Start of Data for analysis

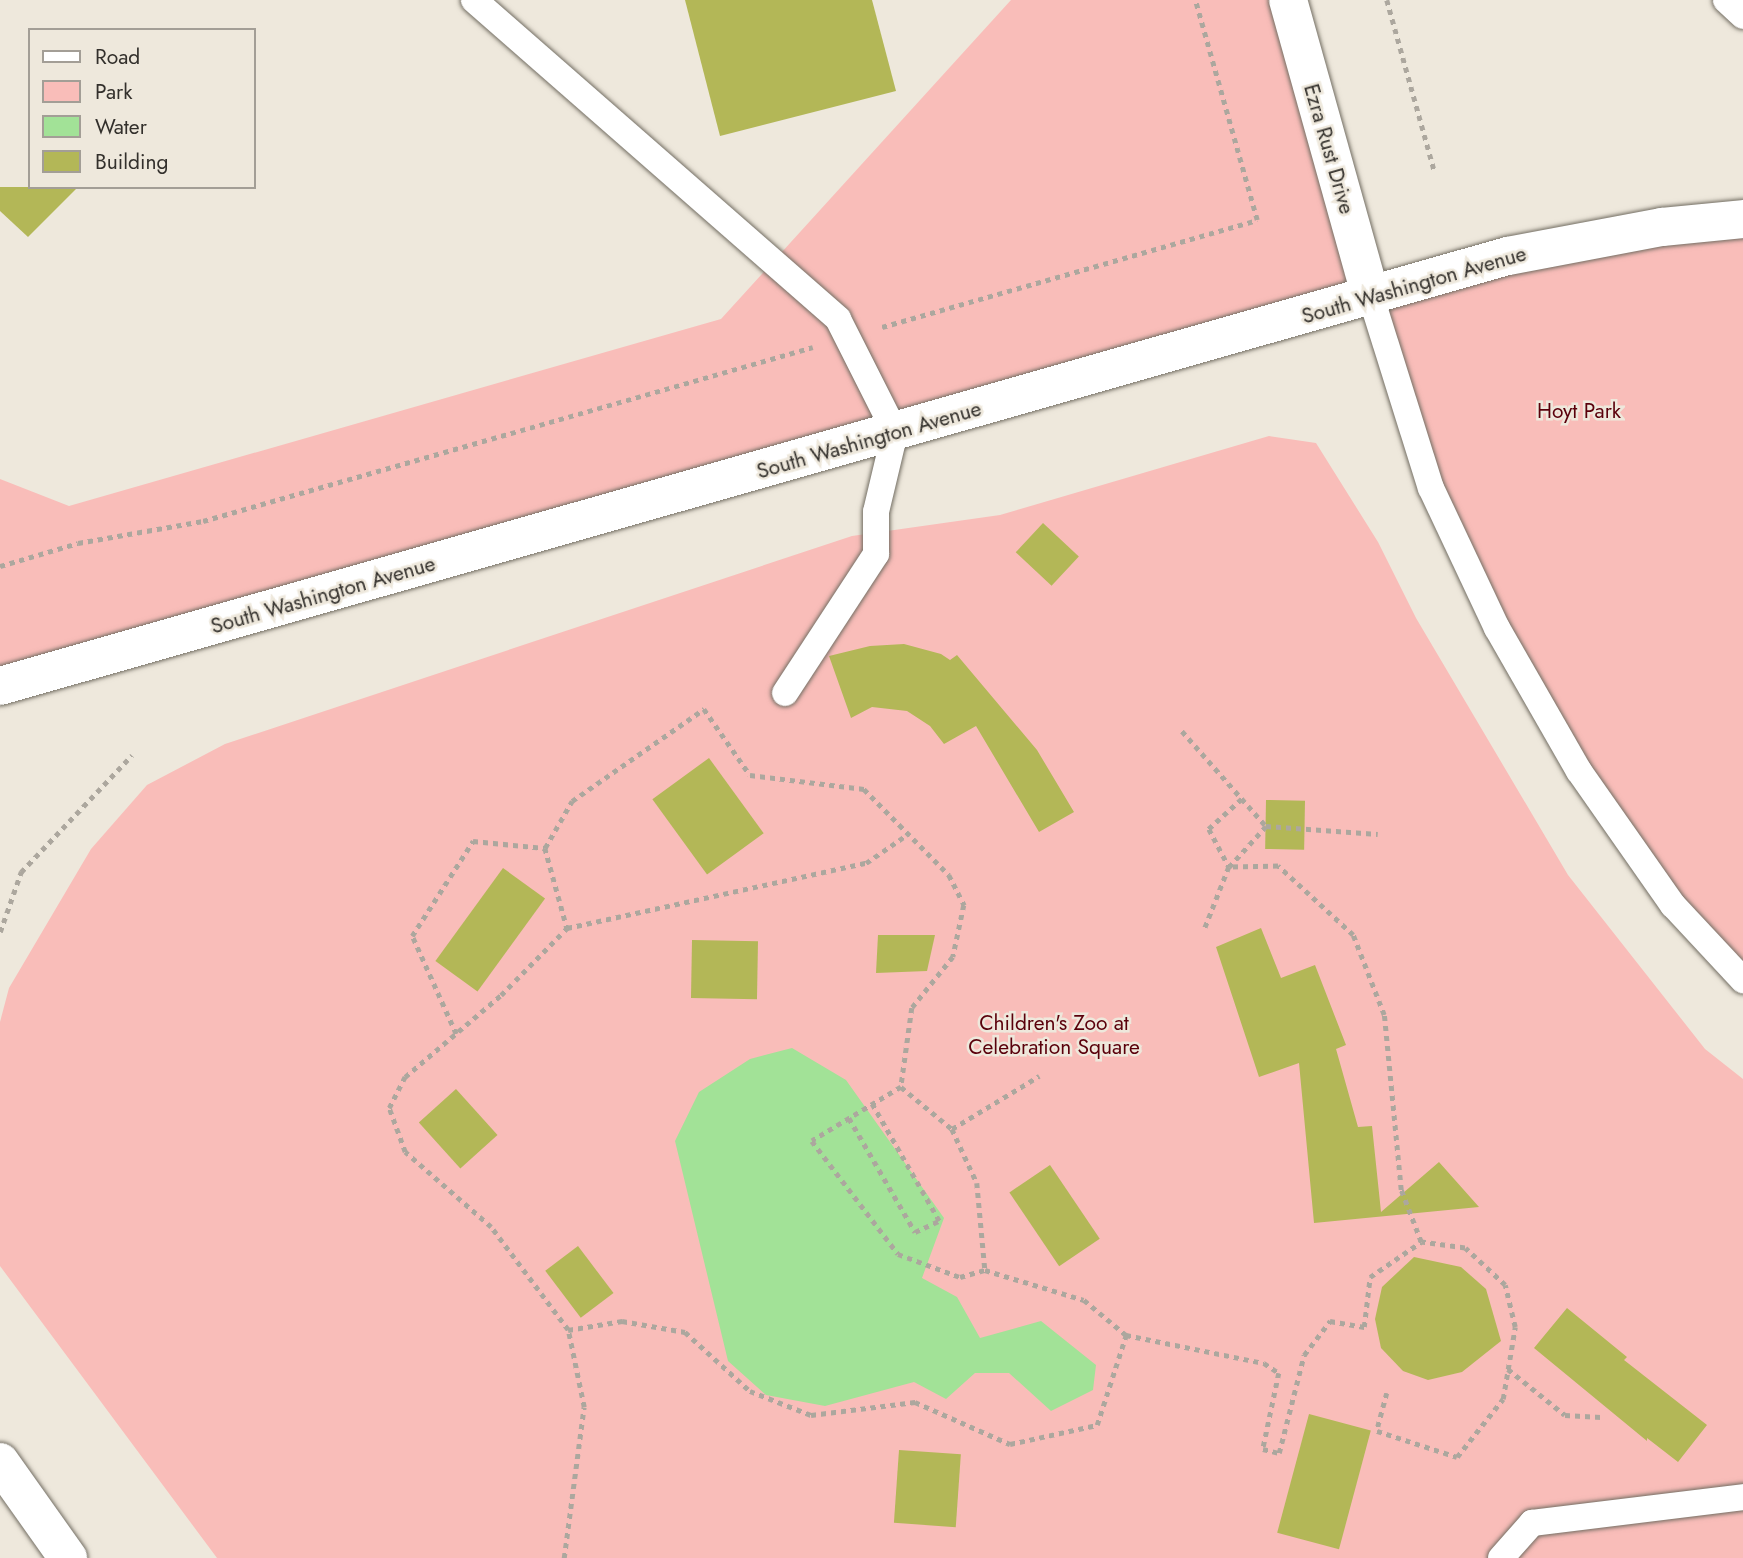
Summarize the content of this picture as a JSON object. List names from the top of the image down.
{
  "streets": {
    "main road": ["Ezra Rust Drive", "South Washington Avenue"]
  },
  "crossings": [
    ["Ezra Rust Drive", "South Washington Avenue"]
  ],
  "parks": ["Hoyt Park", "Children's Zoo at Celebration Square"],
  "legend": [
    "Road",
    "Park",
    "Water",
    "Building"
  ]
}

End of Data for analysis

> Task to complete
The answer should be the complete listing, set down exactly, without pictures.

> Answer area
Summarize the content of this picture as a JSON object. List names from the top of the image down.
{
  "streets": {
    "main road": ["Ezra Rust Drive", "South Washington Avenue"]
  },
  "crossings": [
    ["Ezra Rust Drive", "South Washington Avenue"]
  ],
  "parks": ["Hoyt Park", "Children's Zoo at Celebration Square"],
  "legend": [
    "Road",
    "Park",
    "Water",
    "Building"
  ]
}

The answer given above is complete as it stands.